Repeat the entries that follow verbatim, without any of their pictures.
Start of Task material
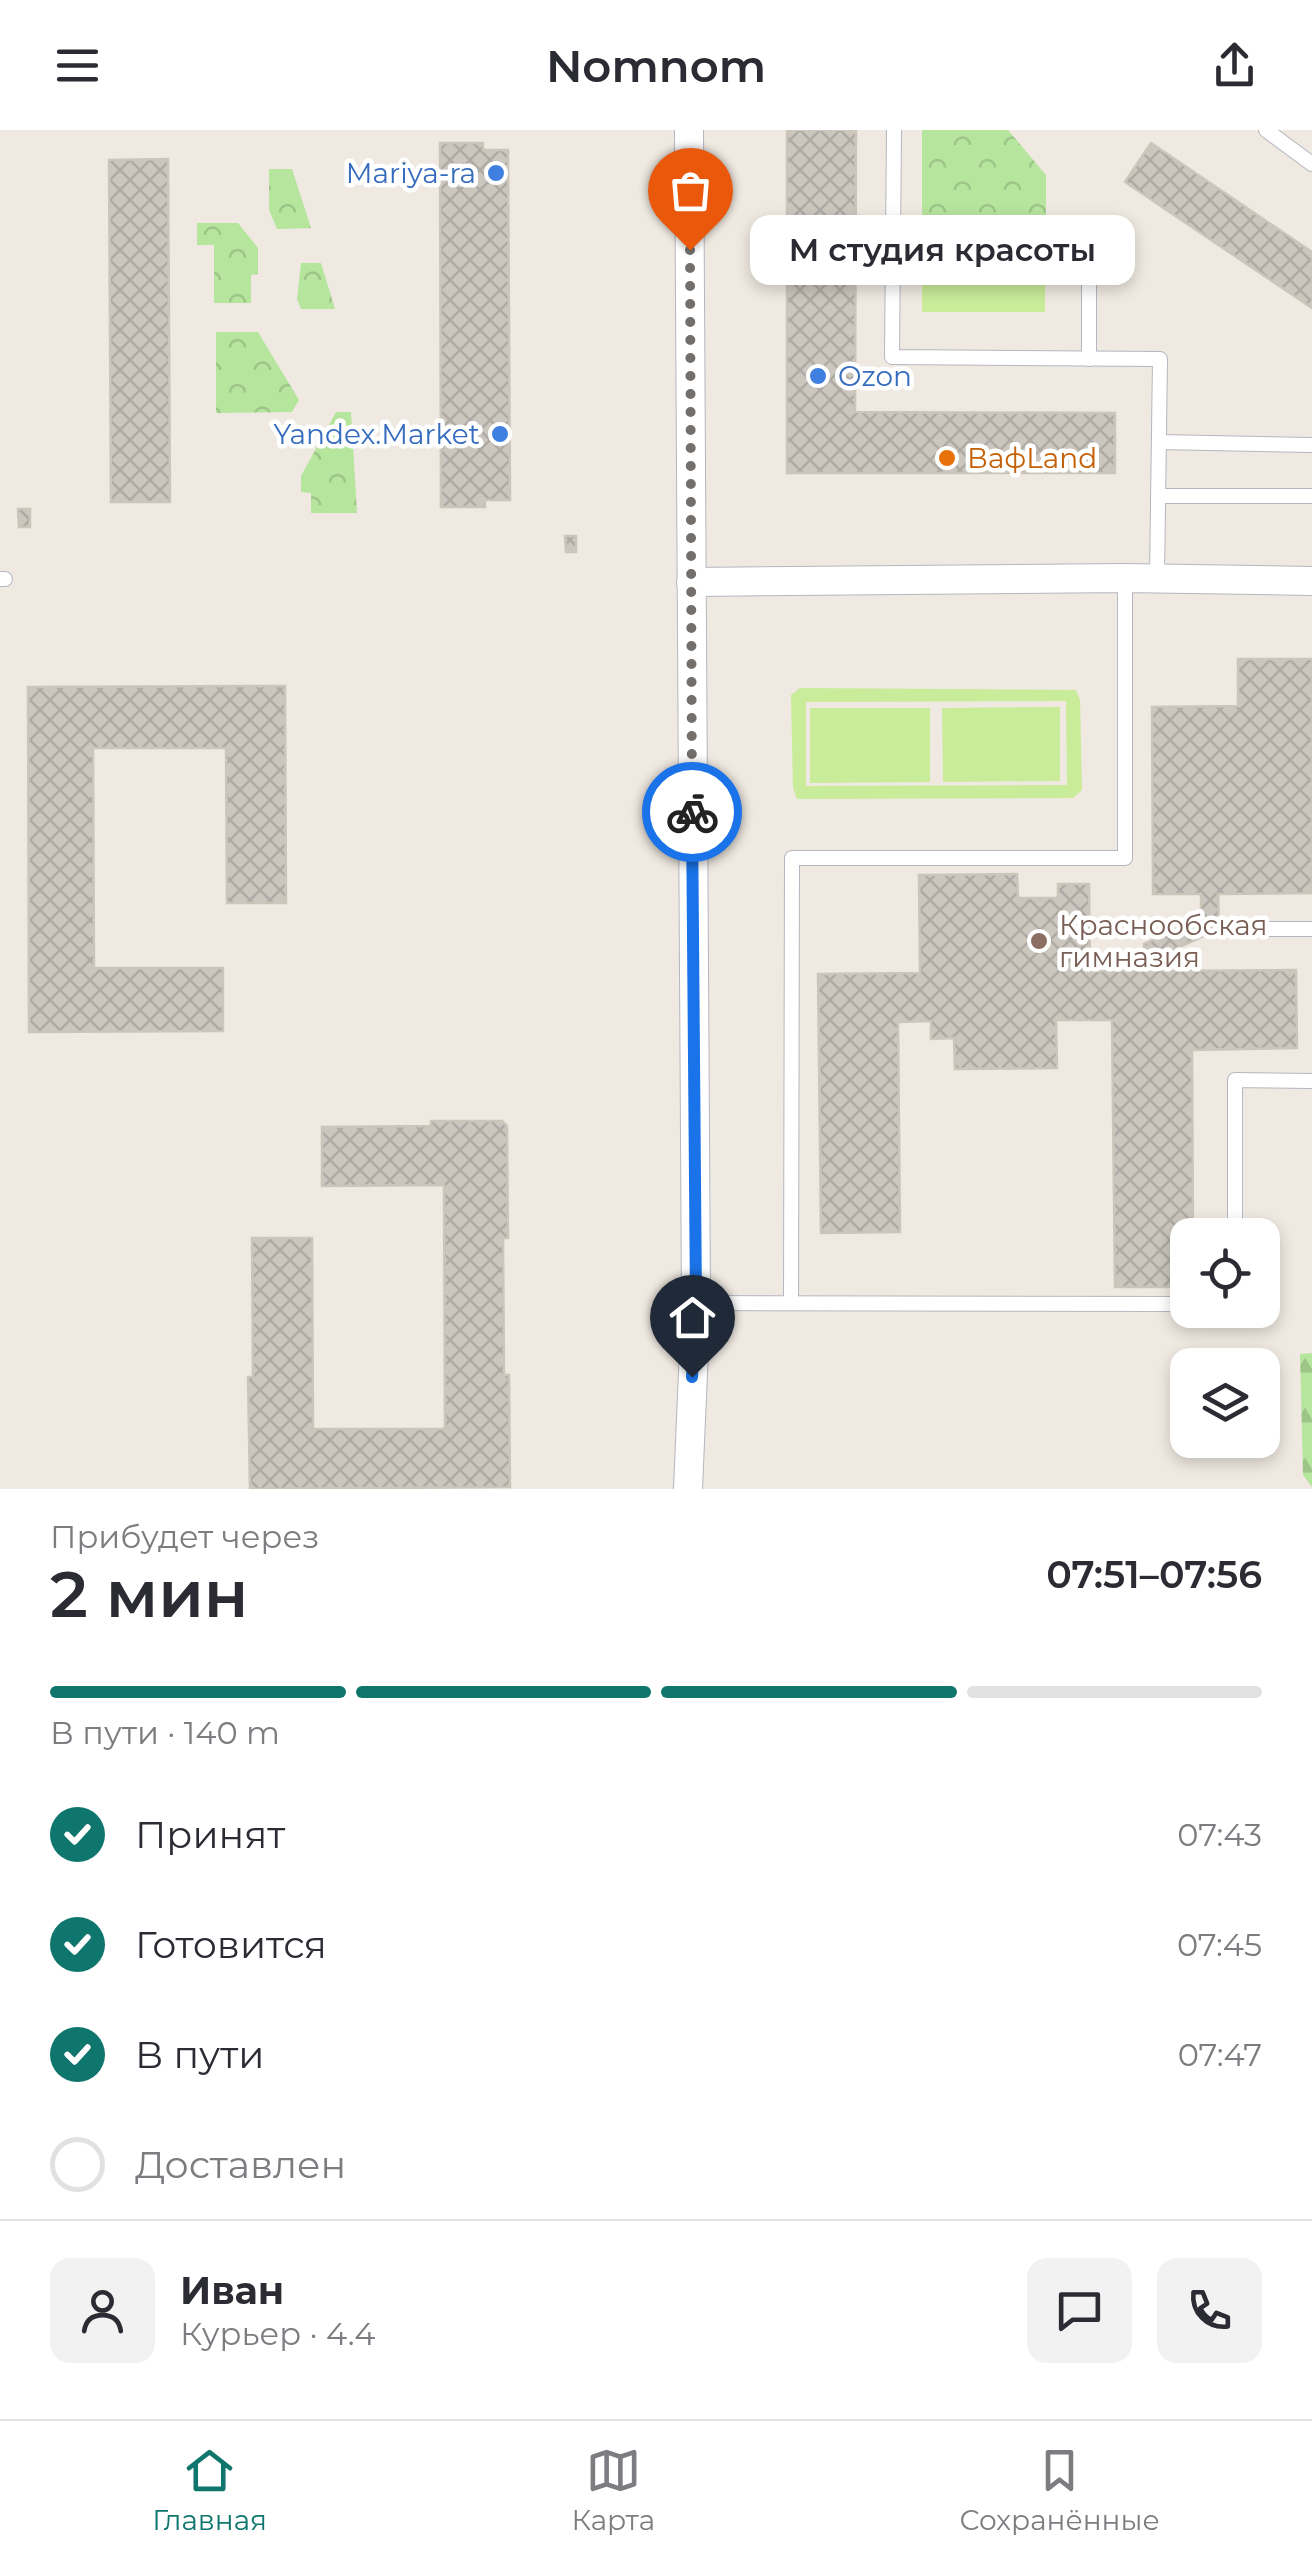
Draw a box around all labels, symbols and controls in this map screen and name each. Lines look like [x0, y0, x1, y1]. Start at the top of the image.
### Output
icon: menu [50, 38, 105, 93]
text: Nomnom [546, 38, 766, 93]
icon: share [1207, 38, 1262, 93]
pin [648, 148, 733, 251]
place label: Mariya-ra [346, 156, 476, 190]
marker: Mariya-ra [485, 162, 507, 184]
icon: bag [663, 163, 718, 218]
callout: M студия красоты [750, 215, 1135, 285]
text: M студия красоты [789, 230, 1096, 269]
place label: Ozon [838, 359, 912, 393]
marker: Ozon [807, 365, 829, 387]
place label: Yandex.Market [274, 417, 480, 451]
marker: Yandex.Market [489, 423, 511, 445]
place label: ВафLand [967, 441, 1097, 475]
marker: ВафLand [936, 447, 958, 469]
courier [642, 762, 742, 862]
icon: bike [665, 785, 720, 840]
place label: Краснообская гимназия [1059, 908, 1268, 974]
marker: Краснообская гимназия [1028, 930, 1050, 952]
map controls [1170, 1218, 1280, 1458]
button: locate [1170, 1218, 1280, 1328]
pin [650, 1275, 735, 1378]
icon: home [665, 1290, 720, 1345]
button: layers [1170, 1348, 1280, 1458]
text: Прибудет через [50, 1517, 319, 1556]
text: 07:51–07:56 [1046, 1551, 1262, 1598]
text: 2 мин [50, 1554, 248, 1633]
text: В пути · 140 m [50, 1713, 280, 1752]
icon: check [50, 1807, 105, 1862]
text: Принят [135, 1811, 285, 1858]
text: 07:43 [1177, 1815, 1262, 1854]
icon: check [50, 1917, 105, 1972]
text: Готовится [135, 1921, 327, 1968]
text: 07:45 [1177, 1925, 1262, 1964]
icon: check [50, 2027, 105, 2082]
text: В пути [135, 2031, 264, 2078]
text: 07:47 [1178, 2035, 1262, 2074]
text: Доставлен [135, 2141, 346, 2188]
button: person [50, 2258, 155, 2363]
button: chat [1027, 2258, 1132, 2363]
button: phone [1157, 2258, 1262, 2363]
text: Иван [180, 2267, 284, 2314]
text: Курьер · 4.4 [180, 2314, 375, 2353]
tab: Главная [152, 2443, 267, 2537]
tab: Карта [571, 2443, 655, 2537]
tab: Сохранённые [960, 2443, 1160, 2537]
End of Task material
Worked solution>
Draw a box around all labels, symbols and controls in this map screen and name each. Lines look like [x0, y0, x1, y1]. Start at the top of the image.
### Output
icon: menu [50, 38, 105, 93]
text: Nomnom [546, 38, 766, 93]
icon: share [1207, 38, 1262, 93]
pin [648, 148, 733, 251]
place label: Mariya-ra [346, 156, 476, 190]
marker: Mariya-ra [485, 162, 507, 184]
icon: bag [663, 163, 718, 218]
callout: M студия красоты [750, 215, 1135, 285]
text: M студия красоты [789, 230, 1096, 269]
place label: Ozon [838, 359, 912, 393]
marker: Ozon [807, 365, 829, 387]
place label: Yandex.Market [274, 417, 480, 451]
marker: Yandex.Market [489, 423, 511, 445]
place label: ВафLand [967, 441, 1097, 475]
marker: ВафLand [936, 447, 958, 469]
courier [642, 762, 742, 862]
icon: bike [665, 785, 720, 840]
place label: Краснообская гимназия [1059, 908, 1268, 974]
marker: Краснообская гимназия [1028, 930, 1050, 952]
map controls [1170, 1218, 1280, 1458]
button: locate [1170, 1218, 1280, 1328]
pin [650, 1275, 735, 1378]
icon: home [665, 1290, 720, 1345]
button: layers [1170, 1348, 1280, 1458]
text: Прибудет через [50, 1517, 319, 1556]
text: 07:51–07:56 [1046, 1551, 1262, 1598]
text: 2 мин [50, 1554, 248, 1633]
text: В пути · 140 m [50, 1713, 280, 1752]
icon: check [50, 1807, 105, 1862]
text: Принят [135, 1811, 285, 1858]
text: 07:43 [1177, 1815, 1262, 1854]
icon: check [50, 1917, 105, 1972]
text: Готовится [135, 1921, 327, 1968]
text: 07:45 [1177, 1925, 1262, 1964]
icon: check [50, 2027, 105, 2082]
text: В пути [135, 2031, 264, 2078]
text: 07:47 [1178, 2035, 1262, 2074]
text: Доставлен [135, 2141, 346, 2188]
button: person [50, 2258, 155, 2363]
button: chat [1027, 2258, 1132, 2363]
button: phone [1157, 2258, 1262, 2363]
text: Иван [180, 2267, 284, 2314]
text: Курьер · 4.4 [180, 2314, 375, 2353]
tab: Главная [152, 2443, 267, 2537]
tab: Карта [571, 2443, 655, 2537]
tab: Сохранённые [960, 2443, 1160, 2537]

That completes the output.